Verify
Verify copied to clipboard
Add options for BOM and EOF newline
When Verify generates its "received" files, it always creates a BOM at the top of the file, and it never adds a newline at the end. These both show with red glyphs on GitHub.
One can remove the BOM and add a newline manually in the "verified" file, and those are ignored by Verify when comparing, but diff tools will still show them if there are other changes in the file. Also it's a pain if you just want to accept the whole file.
Since people have different preferences in this regard, I propose addings some settings to control them when Verify generates the received file.
I'd also suggest the defaults be UTF8 without BOM, and always a newline at the end of the file. But that's just my preference.
There could also be an option for line endings, but generally I think this is handled fine by using Environment.Newline
and/or by git itself.
the BOM is because, when it is omitted, many diff tools incorrectly guess the encoding. if we add an option to omit it, other people will hit the encoding issue
as for the trailing newline, i dont quite understand what the friction is?
There could also be an option for line endings, but generally I think this is handled fine by using Environment.Newline and/or by git itself.

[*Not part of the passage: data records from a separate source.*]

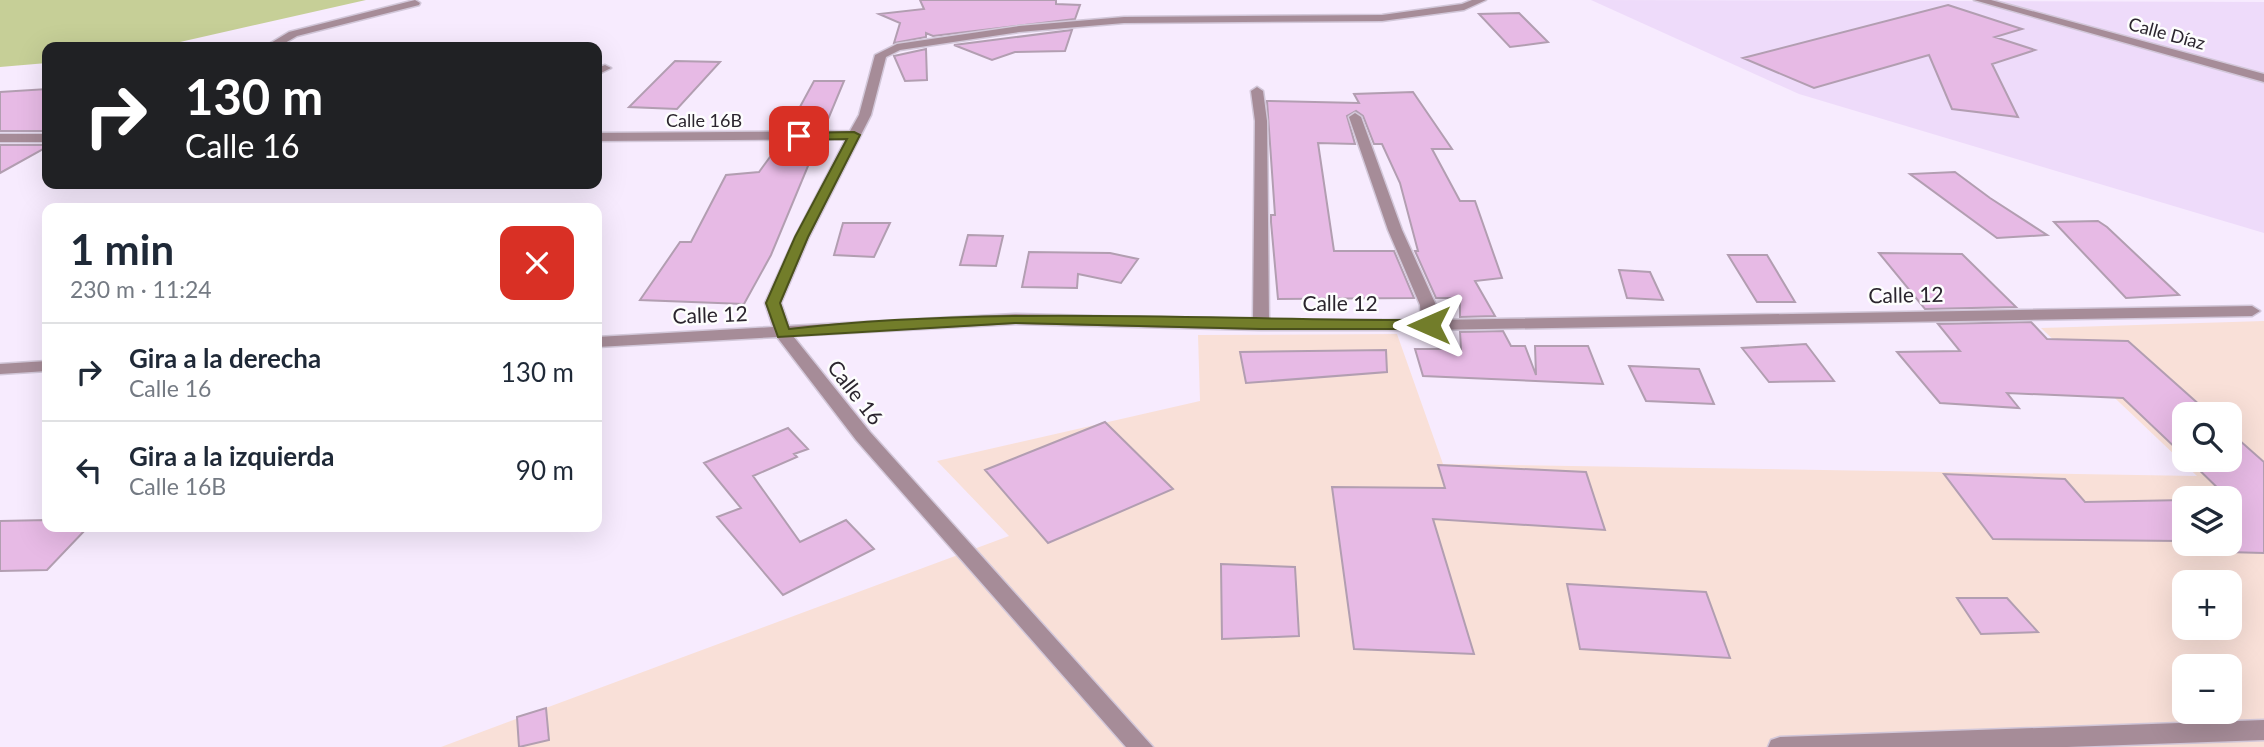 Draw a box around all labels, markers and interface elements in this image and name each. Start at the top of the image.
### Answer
street label: Calle Díaz [2126,12,2208,54]
text: 130 m [185,67,323,125]
icon: right [70,70,161,161]
pin [769,106,829,166]
street label: Calle 16B [666,109,742,131]
icon: arrive [780,117,818,155]
text: Calle 16 [185,126,300,165]
text: 1 min [70,224,174,274]
button: close [500,226,574,300]
text: 230 m · 11:24 [70,275,212,303]
street label: Calle 12 [1868,281,1944,307]
position arrow [1392,288,1466,362]
street label: Calle 12 [1302,290,1378,315]
street label: Calle 12 [672,300,748,328]
text: Gira a la derecha [129,342,321,374]
icon: right [70,353,108,391]
street label: Calle 16 [823,355,889,429]
text: 130 m [501,356,574,388]
text: Calle 16 [129,374,211,402]
map controls [2172,402,2242,724]
button: search [2172,402,2242,472]
text: Gira a la izquierda [129,440,335,472]
icon: left [70,451,108,489]
text: 90 m [516,454,574,486]
text: Calle 16B [129,472,226,500]
button: layers [2172,486,2242,556]
button: + [2172,570,2242,640]
button: − [2172,654,2242,724]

I'm second to some option "ignore line endings". We hit an issue - an original and committed verified
and produced received
differ only by line endings. And the check failure is unwanted in this case.
@nightroman
I'm second to some option "ignore line endings". We hit an issue - an original and committed verified and produced received differ only by line endings. And the check failure is unwanted in this case.
this is a bug. verify should ignore line ending differences. can u push up a repro to a GH repo so i can take a look
note that the choice of lf as a line ending was done for perf. it means that on reading a verified file, it can be read as a single string instead of split into lines and re-joined.
i have found that setting the git line endings mitigates any line ending mis match issues.
i have found that setting the git line endings mitigates any line ending mis match issues.
As far as this is documented, it is rather not a bug. We ourselves ended up setting this in .gitattributes.
So after all I'm not sure about my request about adding "ignore line endings" options.
But without hurting performance too much, only when files are different, Verify may check for line endings and fail with an error about not supported line endings if found.
without hurting performance too much, only when files are different, Verify may check for line endings and fail with an error about not supported line endings if found
happy to consider a pr for this
the BOM is because, when it is omitted, many diff tools incorrectly guess the encoding. if we add an option to omit it, other people will hit the encoding issue
Are they really old diff tools? Anything released in the last decade or so should be guessing UTF-8 by default, given that this is by far the most common encoding in use over that time, and becoming more so.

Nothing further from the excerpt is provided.